Exercise -> Every line of the records below that holds the word "function" should be copied out.

Source material ->
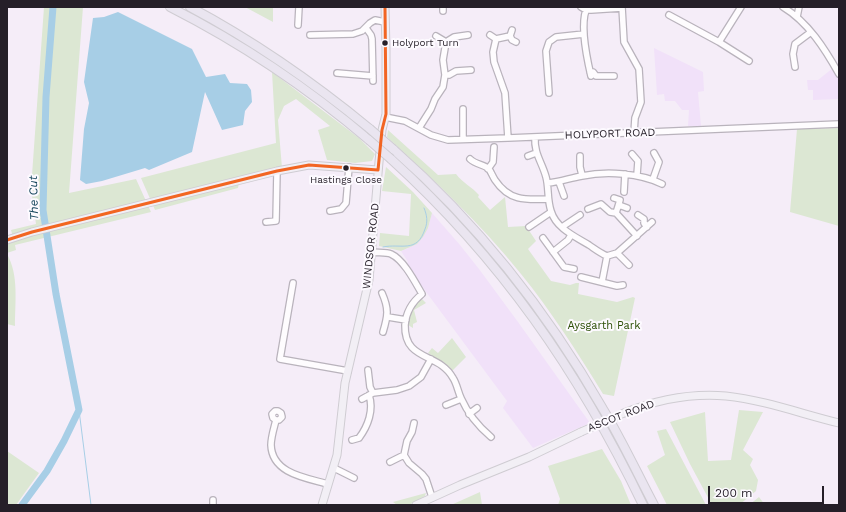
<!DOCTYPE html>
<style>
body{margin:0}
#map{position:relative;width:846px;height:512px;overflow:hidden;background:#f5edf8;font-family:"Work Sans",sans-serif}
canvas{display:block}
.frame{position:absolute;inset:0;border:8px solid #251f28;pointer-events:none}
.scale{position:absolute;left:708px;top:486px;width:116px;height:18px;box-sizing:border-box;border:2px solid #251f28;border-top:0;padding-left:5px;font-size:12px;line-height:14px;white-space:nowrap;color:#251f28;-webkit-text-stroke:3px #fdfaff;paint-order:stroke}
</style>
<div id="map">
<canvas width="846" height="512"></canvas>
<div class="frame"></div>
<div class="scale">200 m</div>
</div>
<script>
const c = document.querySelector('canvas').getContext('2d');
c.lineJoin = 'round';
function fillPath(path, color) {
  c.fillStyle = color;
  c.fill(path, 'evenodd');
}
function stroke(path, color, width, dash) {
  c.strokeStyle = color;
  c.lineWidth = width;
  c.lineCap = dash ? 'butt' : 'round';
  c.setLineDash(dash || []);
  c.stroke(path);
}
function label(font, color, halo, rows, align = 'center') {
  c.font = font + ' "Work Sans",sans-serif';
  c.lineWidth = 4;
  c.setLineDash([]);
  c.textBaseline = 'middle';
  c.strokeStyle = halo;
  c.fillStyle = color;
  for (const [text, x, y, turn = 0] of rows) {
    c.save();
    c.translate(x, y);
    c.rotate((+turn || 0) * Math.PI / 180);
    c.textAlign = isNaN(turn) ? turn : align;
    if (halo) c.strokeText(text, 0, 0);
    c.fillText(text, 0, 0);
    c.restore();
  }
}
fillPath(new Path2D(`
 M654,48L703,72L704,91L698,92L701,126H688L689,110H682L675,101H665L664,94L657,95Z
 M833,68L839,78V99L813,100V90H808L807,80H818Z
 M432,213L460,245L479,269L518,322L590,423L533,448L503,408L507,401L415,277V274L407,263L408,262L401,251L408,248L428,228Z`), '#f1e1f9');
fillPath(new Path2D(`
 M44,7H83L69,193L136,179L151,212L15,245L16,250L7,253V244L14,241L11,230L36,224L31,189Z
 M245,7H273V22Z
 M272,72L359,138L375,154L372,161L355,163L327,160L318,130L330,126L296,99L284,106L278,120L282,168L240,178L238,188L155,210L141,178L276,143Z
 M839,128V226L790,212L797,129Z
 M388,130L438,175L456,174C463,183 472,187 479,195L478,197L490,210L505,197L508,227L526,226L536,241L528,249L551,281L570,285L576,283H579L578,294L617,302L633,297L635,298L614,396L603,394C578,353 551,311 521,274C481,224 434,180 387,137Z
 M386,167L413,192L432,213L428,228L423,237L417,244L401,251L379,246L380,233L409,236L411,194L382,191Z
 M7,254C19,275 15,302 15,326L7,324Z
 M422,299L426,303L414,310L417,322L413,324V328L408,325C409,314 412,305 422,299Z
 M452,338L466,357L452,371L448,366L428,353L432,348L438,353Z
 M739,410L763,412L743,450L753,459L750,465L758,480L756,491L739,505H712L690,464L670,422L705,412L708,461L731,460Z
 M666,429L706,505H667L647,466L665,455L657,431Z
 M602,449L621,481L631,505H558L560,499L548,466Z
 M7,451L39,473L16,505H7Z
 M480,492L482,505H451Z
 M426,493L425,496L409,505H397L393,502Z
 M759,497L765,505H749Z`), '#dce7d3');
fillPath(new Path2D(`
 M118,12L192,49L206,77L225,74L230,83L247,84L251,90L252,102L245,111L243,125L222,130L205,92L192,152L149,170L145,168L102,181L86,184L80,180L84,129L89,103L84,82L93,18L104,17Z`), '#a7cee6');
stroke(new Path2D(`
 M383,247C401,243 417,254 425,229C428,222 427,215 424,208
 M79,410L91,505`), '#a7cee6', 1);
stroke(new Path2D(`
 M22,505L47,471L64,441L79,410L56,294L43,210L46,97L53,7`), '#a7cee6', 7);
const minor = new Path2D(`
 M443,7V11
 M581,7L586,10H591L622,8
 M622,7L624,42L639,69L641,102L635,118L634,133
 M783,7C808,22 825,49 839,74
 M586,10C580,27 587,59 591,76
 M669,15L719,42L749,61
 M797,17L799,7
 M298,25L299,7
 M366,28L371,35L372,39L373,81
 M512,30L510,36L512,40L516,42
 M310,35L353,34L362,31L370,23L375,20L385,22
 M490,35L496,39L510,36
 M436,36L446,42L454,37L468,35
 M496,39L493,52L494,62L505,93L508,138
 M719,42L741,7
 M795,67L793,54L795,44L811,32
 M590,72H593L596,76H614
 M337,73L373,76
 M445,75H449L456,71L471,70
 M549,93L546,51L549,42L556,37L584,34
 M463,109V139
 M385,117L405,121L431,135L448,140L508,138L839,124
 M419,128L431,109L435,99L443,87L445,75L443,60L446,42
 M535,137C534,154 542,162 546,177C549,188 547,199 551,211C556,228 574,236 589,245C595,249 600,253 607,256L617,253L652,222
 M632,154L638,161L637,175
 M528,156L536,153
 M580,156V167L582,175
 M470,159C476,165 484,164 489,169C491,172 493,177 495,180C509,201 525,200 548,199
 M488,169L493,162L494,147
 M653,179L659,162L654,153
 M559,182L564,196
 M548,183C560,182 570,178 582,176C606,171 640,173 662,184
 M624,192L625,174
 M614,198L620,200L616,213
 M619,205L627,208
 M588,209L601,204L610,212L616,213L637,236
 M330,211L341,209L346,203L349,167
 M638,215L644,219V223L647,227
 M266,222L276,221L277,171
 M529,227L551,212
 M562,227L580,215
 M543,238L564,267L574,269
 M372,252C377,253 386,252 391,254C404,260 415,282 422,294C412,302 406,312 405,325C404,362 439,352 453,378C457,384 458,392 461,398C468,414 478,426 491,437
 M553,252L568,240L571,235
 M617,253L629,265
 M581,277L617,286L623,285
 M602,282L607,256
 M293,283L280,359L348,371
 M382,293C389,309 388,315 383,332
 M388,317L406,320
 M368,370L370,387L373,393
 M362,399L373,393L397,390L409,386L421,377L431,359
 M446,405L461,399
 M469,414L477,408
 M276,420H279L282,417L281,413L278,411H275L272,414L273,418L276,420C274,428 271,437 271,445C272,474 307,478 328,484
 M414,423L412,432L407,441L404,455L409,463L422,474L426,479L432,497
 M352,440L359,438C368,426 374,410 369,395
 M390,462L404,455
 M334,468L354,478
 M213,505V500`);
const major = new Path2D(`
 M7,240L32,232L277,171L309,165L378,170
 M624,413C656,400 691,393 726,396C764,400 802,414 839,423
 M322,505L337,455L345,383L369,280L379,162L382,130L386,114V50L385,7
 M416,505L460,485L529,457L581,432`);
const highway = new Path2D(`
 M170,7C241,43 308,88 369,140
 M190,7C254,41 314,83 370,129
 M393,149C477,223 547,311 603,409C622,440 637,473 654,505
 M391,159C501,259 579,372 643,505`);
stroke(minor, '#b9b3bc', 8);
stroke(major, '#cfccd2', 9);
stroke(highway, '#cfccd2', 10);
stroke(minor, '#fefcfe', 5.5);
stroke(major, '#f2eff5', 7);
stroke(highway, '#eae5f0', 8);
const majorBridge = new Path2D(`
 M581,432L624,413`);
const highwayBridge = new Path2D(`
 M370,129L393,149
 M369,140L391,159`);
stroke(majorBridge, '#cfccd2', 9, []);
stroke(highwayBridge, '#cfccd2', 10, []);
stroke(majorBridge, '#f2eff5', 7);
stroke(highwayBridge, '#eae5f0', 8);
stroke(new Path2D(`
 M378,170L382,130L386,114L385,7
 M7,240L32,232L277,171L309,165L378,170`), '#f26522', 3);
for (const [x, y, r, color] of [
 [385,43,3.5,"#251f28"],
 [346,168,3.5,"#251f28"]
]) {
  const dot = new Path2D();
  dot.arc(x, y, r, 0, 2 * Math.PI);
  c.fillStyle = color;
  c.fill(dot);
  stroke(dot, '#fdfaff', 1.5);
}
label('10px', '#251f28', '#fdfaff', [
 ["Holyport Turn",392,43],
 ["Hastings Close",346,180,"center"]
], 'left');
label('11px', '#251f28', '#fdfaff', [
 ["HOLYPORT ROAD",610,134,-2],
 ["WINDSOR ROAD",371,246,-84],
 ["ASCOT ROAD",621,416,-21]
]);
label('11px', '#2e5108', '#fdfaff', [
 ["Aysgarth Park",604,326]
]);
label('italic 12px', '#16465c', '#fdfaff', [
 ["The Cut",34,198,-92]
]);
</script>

Response area ->
function fillPath(path, color) {
function stroke(path, color, width, dash) {
function label(font, color, halo, rows, align = 'center') {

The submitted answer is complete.